Grace felt the blood flow from her face. “He did what?”
“He ate them,” Thornhollow repeated. “In a foolhardy attempt to inoculate himself against cancer. His actions landed him in the asylum, and I don’t mind saying that he rightly belongs there.”
“De
ar God,” Grace said, her hands fluttering to her face. “But he saved me.”
“He did,” Thornhollow said. “And despite these things, he is your friend and you owe him much.” The doctor came to the side of her chair, resting a hand on the back of her head. “These are your friends now, Grace Mae. A madman who eats cancer in the dark and another who searches for a different kind of killer, the kind who smiles at you in the light of day. This is your new life.
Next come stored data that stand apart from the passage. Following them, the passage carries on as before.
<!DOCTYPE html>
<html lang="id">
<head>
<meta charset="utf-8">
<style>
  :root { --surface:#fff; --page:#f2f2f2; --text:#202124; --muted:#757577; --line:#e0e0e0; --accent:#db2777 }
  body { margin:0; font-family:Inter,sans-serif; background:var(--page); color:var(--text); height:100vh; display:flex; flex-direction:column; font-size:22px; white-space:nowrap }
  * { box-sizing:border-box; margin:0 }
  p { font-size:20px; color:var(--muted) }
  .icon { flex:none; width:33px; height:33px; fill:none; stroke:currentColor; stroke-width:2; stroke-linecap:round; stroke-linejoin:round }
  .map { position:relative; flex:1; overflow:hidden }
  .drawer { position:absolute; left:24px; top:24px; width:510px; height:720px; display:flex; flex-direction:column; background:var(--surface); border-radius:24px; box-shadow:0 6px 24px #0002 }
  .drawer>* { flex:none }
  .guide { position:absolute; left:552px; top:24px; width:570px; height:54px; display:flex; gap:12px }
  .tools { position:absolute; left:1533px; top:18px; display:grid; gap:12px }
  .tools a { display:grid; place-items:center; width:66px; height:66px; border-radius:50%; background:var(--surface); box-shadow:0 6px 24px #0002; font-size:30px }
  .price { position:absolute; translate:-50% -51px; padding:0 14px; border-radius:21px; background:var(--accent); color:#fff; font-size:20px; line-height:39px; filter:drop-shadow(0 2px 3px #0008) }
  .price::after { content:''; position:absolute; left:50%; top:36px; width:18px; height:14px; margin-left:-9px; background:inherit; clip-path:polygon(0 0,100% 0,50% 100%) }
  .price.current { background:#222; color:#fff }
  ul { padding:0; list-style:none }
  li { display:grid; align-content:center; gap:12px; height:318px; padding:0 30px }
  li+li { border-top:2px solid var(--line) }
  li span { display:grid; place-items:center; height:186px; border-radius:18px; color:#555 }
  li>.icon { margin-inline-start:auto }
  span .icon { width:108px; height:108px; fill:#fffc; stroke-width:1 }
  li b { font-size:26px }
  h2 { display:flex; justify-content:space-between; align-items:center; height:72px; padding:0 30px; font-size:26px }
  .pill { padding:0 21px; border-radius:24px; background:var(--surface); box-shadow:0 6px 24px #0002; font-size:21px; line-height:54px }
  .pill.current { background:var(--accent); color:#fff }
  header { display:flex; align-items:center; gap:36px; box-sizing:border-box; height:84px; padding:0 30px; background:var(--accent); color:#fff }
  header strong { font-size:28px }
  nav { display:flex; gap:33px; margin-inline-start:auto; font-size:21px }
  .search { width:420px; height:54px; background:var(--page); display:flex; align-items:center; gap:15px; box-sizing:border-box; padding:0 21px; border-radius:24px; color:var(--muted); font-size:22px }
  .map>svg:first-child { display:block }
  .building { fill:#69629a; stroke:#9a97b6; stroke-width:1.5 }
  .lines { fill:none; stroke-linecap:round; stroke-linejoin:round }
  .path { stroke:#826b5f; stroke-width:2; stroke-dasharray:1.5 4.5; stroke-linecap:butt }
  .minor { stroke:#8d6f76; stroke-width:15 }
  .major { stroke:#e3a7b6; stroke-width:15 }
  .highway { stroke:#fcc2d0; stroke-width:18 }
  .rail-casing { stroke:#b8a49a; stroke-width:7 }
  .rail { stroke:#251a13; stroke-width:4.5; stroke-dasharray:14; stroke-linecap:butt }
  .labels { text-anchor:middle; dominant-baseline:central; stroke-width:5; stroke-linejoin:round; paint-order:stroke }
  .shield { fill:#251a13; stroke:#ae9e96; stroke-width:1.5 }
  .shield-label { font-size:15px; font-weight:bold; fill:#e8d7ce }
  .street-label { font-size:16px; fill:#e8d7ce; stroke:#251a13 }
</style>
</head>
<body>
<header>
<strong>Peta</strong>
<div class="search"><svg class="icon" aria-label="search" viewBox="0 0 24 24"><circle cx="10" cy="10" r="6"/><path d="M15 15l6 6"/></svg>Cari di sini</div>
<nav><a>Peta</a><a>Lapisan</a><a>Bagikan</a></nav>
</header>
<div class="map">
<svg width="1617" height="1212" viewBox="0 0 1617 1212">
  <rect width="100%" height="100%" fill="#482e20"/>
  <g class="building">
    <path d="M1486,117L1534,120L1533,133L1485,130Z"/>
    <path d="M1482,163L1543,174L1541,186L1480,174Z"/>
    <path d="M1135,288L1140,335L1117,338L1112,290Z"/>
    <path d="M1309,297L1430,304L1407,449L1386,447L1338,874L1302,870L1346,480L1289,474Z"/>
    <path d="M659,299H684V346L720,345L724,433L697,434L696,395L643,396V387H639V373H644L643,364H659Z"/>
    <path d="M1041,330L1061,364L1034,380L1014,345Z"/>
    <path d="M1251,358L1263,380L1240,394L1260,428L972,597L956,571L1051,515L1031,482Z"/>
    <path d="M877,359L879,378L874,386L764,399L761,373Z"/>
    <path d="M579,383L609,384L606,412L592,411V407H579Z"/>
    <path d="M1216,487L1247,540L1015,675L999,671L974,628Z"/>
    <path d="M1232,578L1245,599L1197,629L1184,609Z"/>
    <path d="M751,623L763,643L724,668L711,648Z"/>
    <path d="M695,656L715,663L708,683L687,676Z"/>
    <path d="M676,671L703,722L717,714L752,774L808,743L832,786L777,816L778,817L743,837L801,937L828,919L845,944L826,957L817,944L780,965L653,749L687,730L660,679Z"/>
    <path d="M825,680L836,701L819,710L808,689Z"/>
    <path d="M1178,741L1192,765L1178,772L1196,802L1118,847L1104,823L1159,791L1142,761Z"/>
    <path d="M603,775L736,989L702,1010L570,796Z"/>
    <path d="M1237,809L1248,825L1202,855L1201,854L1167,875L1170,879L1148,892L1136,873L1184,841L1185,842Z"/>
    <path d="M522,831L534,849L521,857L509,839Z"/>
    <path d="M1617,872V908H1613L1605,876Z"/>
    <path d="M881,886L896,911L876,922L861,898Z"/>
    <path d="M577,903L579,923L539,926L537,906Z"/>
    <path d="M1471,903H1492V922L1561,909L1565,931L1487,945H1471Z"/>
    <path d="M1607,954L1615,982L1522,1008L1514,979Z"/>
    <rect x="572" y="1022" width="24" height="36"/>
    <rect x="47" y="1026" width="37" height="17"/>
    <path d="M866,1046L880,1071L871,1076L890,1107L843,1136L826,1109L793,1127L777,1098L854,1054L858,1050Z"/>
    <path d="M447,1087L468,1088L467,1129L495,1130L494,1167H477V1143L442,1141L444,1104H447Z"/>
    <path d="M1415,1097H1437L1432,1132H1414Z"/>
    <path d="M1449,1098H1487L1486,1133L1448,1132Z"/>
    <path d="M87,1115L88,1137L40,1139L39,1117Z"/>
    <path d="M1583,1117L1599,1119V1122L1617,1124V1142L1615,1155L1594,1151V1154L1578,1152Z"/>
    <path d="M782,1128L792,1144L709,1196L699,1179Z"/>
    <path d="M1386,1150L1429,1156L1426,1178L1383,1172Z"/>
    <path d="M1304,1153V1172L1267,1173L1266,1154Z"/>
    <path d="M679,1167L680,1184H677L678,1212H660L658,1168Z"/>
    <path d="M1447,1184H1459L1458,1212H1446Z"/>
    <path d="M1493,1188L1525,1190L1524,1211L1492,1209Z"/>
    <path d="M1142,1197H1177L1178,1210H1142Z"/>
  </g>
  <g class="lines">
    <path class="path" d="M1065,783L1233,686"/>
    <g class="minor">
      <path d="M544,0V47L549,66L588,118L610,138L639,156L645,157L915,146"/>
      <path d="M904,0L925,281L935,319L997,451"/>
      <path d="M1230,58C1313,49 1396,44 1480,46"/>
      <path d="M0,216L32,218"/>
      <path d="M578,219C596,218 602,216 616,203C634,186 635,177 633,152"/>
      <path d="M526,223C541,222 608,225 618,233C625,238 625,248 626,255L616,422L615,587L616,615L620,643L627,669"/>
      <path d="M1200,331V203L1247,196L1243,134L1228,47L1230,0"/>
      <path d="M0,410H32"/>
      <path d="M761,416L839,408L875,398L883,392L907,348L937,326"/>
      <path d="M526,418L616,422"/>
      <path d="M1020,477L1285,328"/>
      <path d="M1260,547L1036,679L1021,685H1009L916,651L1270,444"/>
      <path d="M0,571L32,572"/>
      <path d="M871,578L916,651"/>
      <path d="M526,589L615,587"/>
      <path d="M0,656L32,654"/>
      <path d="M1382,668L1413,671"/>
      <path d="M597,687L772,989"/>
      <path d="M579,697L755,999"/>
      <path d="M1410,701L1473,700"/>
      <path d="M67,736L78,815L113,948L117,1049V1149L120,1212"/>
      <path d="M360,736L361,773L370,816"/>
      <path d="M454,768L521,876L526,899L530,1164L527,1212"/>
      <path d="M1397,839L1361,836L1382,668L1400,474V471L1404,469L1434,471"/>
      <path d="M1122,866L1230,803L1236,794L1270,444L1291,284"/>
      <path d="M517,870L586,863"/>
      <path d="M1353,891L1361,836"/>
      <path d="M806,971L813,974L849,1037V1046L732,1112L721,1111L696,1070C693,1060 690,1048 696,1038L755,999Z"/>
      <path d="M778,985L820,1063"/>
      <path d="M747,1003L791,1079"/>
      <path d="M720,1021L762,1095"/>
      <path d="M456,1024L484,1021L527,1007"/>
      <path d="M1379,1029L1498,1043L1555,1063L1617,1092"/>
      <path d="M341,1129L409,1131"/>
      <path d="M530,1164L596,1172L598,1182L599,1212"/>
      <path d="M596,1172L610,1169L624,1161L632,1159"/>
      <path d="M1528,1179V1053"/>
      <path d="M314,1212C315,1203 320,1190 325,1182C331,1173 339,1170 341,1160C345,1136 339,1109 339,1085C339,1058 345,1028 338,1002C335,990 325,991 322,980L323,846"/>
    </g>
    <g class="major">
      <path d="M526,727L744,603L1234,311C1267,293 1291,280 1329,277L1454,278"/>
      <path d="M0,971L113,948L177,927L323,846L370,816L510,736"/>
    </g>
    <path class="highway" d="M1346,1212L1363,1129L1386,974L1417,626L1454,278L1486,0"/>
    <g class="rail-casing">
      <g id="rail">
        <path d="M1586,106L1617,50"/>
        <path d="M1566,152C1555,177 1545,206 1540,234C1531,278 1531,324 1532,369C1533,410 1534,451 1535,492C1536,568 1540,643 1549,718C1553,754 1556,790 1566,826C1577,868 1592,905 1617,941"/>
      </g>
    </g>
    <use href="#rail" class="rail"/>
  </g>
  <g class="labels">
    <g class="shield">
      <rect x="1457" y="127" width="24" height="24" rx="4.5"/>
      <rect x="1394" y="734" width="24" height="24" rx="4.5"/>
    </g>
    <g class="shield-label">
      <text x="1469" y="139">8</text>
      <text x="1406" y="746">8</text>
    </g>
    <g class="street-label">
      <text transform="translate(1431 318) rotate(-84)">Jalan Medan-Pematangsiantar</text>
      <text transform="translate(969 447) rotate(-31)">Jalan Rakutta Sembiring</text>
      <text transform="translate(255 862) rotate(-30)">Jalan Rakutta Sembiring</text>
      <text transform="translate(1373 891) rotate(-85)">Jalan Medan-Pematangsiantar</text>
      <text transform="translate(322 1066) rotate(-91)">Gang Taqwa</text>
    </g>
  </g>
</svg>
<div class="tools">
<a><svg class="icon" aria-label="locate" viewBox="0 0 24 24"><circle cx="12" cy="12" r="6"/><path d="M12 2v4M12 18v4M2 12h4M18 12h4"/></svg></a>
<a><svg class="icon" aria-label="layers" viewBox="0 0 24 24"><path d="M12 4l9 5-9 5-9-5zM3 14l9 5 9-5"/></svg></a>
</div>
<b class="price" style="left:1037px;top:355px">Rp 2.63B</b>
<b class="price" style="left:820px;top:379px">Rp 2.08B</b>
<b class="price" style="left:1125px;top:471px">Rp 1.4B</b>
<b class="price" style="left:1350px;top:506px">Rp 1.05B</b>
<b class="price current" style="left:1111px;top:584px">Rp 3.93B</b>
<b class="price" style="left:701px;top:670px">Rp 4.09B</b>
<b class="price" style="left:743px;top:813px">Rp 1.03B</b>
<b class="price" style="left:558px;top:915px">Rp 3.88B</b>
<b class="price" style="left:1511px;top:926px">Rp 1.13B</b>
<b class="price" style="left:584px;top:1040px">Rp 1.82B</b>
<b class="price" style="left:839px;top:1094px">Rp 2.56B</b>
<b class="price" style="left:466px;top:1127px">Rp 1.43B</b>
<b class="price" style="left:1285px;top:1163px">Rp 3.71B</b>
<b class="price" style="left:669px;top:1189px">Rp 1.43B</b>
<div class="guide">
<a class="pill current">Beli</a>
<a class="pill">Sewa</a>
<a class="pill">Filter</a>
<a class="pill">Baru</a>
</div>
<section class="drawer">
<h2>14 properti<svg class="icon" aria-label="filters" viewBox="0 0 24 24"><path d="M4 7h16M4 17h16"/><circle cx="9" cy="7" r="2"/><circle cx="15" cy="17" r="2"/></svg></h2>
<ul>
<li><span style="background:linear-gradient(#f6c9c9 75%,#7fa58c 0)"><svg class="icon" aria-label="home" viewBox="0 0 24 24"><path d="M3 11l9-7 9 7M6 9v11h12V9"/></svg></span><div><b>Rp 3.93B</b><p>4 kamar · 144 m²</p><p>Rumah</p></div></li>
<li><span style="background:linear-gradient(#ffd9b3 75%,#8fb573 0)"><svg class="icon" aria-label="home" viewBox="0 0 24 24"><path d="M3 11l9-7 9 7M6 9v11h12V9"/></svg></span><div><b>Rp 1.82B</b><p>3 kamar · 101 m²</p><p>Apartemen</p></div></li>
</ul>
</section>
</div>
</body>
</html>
I hope you can stand it.”
FIFTEEN
“She’s wakin’.” An Irish lilt drifted into Grace’s dreams, followed by a much softer voice.
“String says to let her sleep.”
“Stuff you an’ your string.”
A slight gasp followed that comment and Grace felt herself swimming toward consciousness, despite the ever-present pressure at her temples.
“Ohhh, there ye are now,” the brogue continued. “Open up them pretty peepers and let us have a look at ye.”
Grace came fully awake to find herself face-to-face with two girls her age, both dressed in the drab gray of inmates.
“Blue,” the Irish girl declared, after shoving her face up next to Grace’s. “Ye owe me your dessert at suppertime, Elizabeth.”
The smaller girl squeezed her lips together in annoyance. “Why couldn’t your eyes have been green?” she demanded of Grace. “It would’ve looked so nice with your hair.”
Luckily for Grace she could come up with no words to defend the eye color she’d been born with, and the Irish girl’s voice filled the void.
“Ain’t no use asking questions of ’er,” she said. “Janey said this one’s not got ’er voice about ’er.”
Elizabeth’s eyebrows drew together in confusion, and she turned her head as if to consult something on her shoulder in a whisper.
The Irish girl stamped her foot. “I told ye there’s to be no talkin’ to the string while yer with me. And scarin’ the new girl, no doubt.”
Elizabeth drew herself up to her full height—which wasn’t much—before speaking. “Janey told me she came in with that Dr. Thornhollow late last night, and we weren’t to wake her. But you’ve gone and done it anyway, Nell, as is your pleasure.”